** What to work on **
Each line of the listing that contains the word "strokeStyle" is to be copied.

BEGIN Dataset extract

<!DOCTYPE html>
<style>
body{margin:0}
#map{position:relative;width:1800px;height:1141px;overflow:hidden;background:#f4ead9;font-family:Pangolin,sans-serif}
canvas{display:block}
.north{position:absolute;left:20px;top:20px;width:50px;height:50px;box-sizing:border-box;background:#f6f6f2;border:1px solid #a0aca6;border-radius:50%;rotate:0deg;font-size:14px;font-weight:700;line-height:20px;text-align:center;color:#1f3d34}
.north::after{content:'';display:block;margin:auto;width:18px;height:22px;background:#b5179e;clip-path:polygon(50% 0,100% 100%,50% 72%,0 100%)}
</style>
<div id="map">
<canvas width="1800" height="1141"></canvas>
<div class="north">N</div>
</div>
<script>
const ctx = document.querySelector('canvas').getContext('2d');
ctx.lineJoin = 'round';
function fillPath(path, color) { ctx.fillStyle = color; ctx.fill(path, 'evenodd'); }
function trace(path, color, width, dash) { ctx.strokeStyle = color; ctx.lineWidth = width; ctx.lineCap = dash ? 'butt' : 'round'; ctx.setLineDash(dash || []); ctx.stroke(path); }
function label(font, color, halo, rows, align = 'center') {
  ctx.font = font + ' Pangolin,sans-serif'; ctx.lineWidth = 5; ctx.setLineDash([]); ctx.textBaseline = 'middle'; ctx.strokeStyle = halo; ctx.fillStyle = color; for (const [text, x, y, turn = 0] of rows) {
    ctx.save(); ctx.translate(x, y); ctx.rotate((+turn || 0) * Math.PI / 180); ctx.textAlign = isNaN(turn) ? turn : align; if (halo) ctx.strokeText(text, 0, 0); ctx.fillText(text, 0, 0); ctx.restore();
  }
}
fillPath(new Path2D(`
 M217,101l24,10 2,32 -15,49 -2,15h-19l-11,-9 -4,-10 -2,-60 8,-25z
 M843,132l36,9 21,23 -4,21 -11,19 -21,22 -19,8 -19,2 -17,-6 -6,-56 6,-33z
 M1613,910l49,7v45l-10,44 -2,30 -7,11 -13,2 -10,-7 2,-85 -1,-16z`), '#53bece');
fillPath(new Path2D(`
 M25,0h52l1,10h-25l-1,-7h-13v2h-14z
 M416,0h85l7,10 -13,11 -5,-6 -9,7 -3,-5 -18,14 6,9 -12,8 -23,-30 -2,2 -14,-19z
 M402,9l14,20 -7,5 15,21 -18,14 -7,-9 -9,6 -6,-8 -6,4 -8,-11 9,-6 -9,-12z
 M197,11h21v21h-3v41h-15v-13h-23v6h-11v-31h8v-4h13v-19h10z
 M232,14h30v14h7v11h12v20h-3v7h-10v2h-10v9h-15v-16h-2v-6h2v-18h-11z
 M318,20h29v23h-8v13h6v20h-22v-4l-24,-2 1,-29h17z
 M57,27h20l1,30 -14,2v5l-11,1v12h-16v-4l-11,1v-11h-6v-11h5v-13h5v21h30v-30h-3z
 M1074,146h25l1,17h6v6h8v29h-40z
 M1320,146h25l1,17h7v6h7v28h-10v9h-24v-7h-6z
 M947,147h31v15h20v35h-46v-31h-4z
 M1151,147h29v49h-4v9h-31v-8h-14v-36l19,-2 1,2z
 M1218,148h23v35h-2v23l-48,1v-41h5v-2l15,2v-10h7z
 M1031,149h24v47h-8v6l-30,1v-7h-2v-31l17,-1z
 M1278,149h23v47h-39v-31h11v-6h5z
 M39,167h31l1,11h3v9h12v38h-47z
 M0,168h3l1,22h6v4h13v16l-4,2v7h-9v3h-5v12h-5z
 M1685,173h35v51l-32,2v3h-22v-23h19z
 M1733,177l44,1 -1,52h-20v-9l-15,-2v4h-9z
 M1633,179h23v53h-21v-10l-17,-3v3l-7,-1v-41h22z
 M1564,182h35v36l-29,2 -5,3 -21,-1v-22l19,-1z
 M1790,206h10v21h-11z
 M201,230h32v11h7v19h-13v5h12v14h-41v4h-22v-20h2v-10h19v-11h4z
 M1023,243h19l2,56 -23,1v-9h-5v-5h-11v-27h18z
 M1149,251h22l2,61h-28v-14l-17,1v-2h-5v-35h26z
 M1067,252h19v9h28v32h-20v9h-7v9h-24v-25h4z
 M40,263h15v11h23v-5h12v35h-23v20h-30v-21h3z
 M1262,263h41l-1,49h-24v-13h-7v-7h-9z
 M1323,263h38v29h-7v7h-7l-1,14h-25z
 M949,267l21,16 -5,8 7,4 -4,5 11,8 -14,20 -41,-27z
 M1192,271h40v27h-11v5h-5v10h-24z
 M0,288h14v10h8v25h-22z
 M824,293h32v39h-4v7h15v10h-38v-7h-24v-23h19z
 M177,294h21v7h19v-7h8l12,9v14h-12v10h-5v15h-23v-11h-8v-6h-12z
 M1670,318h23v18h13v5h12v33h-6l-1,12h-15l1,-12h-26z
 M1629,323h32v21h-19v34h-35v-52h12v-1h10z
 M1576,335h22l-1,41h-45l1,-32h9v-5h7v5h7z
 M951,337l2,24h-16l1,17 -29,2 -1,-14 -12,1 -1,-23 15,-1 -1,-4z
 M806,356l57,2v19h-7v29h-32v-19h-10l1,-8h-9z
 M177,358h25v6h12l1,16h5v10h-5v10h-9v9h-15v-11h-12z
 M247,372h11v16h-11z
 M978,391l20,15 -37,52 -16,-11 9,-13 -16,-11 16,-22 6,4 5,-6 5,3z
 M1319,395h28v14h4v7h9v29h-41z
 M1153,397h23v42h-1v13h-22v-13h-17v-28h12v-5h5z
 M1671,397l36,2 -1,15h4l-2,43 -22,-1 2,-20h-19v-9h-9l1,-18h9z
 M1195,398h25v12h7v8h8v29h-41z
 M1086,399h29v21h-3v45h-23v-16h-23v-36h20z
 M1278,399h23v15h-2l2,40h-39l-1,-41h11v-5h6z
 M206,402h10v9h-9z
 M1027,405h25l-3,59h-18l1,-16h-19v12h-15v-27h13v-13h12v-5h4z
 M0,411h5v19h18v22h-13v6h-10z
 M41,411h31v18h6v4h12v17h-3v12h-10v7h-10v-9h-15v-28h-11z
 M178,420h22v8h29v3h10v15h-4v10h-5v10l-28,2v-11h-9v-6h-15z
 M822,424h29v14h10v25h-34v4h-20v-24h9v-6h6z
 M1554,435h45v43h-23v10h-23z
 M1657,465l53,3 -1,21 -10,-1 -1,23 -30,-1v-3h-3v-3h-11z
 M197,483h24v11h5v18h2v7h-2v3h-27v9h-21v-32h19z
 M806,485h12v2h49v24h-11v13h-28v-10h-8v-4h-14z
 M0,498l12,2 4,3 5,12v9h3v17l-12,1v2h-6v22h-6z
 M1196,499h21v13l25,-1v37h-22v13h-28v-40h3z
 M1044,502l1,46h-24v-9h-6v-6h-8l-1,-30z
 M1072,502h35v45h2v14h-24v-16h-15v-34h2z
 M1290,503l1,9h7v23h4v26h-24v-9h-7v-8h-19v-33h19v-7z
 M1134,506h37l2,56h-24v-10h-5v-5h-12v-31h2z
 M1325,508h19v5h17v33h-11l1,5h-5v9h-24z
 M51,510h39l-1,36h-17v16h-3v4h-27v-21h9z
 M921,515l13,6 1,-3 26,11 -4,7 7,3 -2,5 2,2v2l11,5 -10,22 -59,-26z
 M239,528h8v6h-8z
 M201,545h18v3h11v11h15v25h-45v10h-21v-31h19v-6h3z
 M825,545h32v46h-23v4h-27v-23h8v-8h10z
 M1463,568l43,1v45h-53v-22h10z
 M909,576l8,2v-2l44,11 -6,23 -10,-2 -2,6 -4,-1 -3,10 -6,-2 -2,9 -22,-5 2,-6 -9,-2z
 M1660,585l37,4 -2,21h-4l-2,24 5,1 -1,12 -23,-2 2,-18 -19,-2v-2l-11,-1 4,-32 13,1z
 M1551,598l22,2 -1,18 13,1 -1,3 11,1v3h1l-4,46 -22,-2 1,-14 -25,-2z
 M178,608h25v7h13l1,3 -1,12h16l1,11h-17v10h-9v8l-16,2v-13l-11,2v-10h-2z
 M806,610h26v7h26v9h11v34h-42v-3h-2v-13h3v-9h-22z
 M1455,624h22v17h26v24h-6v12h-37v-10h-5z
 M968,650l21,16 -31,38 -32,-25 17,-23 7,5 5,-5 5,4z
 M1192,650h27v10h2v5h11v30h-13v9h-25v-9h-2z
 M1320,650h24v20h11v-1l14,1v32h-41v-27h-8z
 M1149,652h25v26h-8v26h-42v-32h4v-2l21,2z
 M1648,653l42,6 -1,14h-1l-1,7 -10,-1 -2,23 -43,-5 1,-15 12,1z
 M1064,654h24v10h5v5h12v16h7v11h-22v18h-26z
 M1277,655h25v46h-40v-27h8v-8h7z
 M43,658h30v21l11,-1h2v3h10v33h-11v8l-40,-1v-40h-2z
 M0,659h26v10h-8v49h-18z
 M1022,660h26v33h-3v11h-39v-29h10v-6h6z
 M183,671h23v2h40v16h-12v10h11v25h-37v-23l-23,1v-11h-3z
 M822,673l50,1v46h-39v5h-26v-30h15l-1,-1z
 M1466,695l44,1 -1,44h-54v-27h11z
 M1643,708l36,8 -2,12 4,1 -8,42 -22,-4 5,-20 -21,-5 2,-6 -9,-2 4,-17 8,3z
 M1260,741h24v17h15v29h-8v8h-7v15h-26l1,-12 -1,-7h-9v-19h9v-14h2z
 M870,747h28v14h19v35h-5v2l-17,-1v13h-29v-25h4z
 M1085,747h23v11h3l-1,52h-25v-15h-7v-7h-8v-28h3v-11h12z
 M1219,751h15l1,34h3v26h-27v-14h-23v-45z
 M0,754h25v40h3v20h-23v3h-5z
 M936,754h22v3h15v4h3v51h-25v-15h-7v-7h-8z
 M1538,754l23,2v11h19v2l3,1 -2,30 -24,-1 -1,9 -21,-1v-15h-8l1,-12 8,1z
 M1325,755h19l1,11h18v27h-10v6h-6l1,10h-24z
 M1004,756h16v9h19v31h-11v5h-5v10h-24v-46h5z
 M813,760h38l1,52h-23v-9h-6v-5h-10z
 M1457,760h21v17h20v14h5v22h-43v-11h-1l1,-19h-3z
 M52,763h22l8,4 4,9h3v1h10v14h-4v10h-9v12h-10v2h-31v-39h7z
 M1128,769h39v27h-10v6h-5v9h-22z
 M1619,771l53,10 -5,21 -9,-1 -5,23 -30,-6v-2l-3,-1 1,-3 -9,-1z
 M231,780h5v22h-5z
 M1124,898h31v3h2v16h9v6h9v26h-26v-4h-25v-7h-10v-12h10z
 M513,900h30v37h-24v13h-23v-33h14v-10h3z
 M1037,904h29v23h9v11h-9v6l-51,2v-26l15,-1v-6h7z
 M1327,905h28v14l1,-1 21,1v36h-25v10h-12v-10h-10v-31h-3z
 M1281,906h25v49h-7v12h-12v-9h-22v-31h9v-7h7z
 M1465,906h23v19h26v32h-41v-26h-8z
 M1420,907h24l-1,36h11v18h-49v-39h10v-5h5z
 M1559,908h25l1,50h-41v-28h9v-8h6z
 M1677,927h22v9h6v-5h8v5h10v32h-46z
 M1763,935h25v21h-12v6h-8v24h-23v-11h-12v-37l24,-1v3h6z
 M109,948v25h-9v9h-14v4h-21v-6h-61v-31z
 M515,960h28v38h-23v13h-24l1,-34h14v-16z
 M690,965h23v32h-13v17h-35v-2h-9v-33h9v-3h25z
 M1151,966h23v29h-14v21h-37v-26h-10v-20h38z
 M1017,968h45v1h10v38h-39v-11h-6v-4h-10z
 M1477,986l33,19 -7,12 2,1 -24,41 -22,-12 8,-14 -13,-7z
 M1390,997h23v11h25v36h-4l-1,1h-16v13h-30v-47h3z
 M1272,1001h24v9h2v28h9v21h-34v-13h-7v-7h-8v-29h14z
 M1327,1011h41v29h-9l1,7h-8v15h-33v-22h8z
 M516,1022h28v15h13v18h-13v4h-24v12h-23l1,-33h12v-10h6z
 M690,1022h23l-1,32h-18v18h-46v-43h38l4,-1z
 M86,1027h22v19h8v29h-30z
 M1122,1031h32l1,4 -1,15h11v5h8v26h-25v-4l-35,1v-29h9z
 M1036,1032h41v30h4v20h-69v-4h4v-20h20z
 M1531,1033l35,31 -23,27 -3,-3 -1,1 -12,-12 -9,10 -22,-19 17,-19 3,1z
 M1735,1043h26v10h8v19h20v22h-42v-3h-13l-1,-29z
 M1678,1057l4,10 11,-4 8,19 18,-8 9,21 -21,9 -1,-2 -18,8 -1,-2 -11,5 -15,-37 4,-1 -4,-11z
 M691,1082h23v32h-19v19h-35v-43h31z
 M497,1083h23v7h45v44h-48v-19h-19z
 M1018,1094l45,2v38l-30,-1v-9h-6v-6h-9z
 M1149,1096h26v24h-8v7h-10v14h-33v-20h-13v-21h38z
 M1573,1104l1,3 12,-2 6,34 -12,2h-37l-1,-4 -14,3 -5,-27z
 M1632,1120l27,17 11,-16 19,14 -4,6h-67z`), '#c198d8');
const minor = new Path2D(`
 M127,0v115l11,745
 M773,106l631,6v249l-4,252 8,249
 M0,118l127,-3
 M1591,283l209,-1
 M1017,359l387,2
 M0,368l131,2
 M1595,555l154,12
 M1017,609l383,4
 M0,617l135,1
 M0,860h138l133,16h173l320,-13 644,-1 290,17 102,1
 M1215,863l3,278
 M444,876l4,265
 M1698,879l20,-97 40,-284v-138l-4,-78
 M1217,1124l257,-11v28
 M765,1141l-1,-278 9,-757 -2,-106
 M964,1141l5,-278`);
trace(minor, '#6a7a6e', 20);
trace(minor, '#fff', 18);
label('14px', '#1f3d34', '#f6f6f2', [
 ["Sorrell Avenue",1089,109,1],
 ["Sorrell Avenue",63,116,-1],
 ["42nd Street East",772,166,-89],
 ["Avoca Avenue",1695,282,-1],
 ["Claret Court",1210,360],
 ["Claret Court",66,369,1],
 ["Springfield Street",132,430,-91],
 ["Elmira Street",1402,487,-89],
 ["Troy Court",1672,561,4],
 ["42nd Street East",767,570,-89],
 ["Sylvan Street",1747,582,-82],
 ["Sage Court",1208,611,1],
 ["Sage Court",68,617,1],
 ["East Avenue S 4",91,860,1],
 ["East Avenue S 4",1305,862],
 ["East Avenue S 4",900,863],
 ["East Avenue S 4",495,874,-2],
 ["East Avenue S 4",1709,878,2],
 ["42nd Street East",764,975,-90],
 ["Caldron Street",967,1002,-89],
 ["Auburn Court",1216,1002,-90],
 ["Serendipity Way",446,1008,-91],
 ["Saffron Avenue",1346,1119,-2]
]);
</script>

END Dataset extract

** Output below **
function trace(path, color, width, dash) { ctx.strokeStyle = color; ctx.lineWidth = width; ctx.lineCap = dash ? 'butt' : 'round'; ctx.setLineDash(dash || []); ctx.stroke(path); }
  ctx.font = font + ' Pangolin,sans-serif'; ctx.lineWidth = 5; ctx.setLineDash([]); ctx.textBaseline = 'middle'; ctx.strokeStyle = halo; ctx.fillStyle = color; for (const [text, x, y, turn = 0] of rows) {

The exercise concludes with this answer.